No escuchamos. ¿Las causas? ¡Véte tú a saber! Son muchas: hay que observar para decodificar el mensaje del silencio.

¿No es verdad que hay 7 clases de silencio, como aseguran los expertos en comunicación?. Esto quiere decir que el aserto popular (“Quien calla, otorga”) es inexacto: un silencio es de aceptación y conformidad, pero también los hay de reprobración, desacuerdo, crítica, frustración, temor, confabulación, complicidad, placidez, expectación… desinterés.

Vivimos en la sociedad del ruido; parece como que si no hay ruido…, no estamos tranquilos, nos atemorizamos. ¿Te has fijado? Por lo general, el silencio nos angustia.

La realidad es que la gente lleva mal eso del silencio: el silencio se comparte con dificultad.

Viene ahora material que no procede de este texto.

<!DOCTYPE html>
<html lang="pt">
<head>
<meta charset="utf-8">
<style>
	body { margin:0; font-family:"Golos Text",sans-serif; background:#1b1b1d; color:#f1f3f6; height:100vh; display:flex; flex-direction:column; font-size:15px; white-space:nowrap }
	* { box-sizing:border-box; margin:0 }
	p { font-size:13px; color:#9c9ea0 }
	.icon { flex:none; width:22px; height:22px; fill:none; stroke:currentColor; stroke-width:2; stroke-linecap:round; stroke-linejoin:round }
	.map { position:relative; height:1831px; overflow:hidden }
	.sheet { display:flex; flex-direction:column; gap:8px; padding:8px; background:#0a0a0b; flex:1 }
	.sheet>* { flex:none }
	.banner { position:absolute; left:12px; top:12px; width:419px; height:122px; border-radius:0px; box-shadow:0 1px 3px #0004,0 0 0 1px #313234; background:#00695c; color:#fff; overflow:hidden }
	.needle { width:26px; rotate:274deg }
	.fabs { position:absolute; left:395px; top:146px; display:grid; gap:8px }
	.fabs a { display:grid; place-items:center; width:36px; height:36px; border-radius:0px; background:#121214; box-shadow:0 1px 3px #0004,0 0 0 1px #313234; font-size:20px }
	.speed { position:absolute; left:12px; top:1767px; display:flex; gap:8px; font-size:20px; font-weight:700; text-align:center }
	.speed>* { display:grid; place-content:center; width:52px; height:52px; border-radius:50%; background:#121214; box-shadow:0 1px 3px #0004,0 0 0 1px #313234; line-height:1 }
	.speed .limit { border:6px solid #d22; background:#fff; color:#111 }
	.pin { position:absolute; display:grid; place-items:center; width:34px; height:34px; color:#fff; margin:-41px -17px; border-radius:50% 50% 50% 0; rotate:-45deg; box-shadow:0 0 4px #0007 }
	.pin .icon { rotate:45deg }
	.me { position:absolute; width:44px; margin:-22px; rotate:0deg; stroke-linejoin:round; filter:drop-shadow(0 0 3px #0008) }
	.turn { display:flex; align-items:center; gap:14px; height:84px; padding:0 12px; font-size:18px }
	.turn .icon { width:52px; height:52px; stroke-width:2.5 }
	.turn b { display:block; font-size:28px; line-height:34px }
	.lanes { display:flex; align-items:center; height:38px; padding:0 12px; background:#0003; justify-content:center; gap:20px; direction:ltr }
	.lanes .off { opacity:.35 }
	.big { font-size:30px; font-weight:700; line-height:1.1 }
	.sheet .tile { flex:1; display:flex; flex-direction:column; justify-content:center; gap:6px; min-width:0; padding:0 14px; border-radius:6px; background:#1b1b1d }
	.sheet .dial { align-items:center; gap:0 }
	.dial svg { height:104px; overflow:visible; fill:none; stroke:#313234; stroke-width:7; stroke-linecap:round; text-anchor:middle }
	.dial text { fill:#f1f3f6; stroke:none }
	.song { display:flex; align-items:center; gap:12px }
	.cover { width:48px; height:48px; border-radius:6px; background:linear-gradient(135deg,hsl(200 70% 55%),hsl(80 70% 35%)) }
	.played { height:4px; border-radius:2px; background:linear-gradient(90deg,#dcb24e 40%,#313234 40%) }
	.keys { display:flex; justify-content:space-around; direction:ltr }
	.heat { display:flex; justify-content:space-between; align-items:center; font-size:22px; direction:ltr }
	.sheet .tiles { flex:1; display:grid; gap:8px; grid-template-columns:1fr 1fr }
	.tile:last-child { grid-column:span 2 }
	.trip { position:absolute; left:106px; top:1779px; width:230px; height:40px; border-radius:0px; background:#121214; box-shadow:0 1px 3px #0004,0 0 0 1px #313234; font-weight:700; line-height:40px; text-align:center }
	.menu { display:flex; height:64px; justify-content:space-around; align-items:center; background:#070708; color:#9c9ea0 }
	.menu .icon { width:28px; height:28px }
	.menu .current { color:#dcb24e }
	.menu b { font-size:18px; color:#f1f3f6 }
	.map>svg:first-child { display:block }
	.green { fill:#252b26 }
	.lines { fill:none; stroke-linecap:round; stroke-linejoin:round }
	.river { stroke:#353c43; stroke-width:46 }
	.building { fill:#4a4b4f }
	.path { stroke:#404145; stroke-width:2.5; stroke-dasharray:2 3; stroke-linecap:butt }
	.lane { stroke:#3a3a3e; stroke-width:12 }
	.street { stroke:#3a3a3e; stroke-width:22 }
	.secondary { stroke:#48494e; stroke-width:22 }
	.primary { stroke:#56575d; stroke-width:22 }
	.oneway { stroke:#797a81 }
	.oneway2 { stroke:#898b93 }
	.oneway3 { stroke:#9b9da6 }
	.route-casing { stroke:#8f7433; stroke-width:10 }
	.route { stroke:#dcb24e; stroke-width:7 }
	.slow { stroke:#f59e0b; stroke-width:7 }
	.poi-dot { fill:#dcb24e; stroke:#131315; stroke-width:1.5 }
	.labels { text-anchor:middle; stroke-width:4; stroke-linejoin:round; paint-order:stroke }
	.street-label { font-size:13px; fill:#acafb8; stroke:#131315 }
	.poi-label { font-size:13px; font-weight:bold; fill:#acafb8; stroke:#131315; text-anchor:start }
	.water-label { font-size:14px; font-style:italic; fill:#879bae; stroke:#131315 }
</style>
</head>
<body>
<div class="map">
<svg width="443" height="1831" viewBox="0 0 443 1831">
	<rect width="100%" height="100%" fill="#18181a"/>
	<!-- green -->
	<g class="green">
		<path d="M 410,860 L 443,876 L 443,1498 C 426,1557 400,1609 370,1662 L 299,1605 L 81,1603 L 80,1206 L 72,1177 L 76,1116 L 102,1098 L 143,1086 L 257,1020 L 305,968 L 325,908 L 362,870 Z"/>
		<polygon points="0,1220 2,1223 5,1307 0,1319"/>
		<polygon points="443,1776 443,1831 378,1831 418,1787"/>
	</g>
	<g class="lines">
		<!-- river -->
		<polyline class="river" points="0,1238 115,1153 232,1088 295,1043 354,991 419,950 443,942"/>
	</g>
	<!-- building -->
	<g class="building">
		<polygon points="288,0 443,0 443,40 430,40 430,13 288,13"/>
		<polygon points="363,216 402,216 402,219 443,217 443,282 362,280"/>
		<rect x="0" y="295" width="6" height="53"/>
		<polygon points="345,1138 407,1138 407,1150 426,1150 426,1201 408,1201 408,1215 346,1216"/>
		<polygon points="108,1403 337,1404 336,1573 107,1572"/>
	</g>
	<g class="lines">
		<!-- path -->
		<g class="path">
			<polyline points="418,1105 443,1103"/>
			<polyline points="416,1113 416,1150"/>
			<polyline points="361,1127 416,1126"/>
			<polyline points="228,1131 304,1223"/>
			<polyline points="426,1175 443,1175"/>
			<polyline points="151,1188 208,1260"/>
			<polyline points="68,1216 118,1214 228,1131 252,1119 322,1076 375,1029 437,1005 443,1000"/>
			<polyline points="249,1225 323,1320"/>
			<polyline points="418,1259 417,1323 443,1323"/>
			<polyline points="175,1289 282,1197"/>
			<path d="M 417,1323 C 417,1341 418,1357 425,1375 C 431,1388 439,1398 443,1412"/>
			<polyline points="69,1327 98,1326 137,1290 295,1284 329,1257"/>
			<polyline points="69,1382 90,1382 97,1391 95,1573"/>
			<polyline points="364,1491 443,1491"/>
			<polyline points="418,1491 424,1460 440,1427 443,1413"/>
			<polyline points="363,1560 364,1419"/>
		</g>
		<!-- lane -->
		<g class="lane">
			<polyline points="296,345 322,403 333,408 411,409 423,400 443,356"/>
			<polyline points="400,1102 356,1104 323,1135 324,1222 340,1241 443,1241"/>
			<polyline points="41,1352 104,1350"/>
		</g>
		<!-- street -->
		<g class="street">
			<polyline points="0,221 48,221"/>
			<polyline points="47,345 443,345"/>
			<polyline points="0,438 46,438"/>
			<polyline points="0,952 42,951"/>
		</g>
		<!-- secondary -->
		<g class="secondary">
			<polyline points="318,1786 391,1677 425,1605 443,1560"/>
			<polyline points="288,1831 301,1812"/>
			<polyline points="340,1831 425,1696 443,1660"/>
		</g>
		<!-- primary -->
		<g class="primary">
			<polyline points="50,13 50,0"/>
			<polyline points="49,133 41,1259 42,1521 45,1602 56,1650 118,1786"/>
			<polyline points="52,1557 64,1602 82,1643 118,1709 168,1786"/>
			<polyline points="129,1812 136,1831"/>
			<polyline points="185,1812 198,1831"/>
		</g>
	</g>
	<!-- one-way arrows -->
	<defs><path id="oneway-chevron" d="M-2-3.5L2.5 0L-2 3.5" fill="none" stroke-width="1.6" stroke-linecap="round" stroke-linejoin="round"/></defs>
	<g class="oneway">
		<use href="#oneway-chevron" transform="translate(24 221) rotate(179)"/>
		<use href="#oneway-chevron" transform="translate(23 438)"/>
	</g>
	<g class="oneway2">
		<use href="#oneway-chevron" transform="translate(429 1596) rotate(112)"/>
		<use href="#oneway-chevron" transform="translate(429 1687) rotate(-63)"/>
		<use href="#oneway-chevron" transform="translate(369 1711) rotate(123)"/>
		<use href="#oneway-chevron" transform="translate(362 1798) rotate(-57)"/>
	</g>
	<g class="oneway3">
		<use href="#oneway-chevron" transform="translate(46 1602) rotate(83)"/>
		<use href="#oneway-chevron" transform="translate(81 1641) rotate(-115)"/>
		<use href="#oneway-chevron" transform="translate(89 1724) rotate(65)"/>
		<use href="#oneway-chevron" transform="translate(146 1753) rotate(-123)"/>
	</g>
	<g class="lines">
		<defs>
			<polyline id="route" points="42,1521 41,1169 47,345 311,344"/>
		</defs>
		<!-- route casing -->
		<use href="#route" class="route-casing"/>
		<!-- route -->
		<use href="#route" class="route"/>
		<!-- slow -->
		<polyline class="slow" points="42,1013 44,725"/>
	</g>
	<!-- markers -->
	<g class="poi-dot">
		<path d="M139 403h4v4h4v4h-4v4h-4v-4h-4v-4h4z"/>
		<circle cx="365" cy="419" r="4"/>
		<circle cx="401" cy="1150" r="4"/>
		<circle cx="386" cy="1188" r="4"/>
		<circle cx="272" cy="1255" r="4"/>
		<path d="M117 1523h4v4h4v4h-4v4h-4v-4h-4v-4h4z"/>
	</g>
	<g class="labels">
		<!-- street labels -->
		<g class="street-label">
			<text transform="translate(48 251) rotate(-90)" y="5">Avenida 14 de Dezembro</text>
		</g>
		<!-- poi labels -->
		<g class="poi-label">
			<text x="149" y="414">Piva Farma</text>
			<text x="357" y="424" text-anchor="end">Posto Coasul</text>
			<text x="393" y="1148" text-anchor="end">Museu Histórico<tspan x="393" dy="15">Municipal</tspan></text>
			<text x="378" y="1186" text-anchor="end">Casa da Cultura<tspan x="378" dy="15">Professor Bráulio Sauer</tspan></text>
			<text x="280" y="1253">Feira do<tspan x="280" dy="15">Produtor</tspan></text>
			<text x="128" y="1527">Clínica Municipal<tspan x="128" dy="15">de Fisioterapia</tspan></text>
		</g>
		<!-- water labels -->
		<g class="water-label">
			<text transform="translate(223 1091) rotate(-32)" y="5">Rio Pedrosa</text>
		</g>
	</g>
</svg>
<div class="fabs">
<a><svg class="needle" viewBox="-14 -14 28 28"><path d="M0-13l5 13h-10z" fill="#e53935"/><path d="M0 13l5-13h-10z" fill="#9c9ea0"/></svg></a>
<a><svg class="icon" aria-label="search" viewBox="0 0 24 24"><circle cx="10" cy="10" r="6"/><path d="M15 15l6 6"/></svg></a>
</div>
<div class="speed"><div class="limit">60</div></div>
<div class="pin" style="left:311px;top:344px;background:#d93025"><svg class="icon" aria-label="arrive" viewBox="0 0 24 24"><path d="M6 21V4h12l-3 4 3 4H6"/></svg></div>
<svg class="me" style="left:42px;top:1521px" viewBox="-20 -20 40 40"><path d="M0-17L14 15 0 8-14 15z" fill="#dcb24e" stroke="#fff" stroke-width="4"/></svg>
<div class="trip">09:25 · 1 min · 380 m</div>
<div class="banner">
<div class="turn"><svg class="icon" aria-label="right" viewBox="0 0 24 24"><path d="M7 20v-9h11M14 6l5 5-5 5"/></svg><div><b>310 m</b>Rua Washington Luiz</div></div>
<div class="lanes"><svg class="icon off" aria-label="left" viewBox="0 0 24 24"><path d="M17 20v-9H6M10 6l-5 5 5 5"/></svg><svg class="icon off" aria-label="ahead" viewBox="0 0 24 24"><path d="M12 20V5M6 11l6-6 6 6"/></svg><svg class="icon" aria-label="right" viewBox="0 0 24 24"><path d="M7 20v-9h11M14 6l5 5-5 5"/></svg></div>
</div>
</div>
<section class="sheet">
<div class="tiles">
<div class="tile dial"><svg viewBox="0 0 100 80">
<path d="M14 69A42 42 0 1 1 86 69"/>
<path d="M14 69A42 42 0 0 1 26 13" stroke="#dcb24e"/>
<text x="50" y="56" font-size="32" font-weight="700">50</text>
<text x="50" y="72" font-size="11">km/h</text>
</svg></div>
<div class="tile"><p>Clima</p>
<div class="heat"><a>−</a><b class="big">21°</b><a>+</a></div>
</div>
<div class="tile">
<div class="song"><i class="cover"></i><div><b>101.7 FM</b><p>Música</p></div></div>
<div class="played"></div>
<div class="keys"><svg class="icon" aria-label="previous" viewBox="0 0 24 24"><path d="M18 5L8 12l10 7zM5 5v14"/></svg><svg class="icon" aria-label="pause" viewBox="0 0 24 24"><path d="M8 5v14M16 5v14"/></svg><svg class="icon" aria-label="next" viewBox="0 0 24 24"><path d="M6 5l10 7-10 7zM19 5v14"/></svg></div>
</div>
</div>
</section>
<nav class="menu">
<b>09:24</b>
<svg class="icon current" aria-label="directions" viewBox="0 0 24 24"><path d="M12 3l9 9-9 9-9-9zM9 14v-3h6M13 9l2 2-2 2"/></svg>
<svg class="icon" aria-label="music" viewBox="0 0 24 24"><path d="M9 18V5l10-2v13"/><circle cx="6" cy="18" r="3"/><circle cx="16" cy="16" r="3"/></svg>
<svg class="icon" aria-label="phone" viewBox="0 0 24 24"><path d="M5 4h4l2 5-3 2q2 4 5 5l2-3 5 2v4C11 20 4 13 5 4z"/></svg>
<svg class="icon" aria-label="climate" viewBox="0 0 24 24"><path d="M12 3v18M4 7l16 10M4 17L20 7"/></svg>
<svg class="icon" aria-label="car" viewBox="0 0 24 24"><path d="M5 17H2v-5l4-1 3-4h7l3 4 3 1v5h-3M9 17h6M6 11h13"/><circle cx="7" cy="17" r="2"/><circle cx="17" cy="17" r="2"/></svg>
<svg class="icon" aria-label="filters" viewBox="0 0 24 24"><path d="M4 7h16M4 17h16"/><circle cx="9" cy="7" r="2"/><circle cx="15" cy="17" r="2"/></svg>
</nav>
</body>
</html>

Nos han enseñado a hablar; nos han dicho que la mejor defensa es un buen ataque; lo que trasladado a nuestras interacciones es lo mismo que afirmar que gana quien más habla, que pierde el que se calla.

Sin embargo, quien maneja el silencio, maneja la situación.

No las comparto, pero lo cierto es que se producen curiosas correspondencias interpretativas, que todos hemos observado en discusiones y en debates; por ejemplo: quien más grita, lleva la razón; el que calla, se suicida socialmente, pues se interpreta que oculta algo o le han callado; no sabe ni qué decir.

Así, da la impresión que se prima más la verborrea, el hablar sin parar, la cantidad, que mostrarse prudente -no reservado-, decir lo justo y oportuno, sin enrollarse y aportando.

Entramos en el ascensor con un desconocido y no sabemos dónde mirar ni que decir, pero recurrimos al recurso de comentar algo sobre el tiempo ¿?

Y sin embargo el silencio habla por sí mismo.

Es curioso que quien más habla, menos escuche, lo que significa que tiene menos ocasiones de aprendizaje; sin embargo, quien más escucha, más aprende.

Es mejor callarse cuando las palabras no son capaces de colmar el silencio.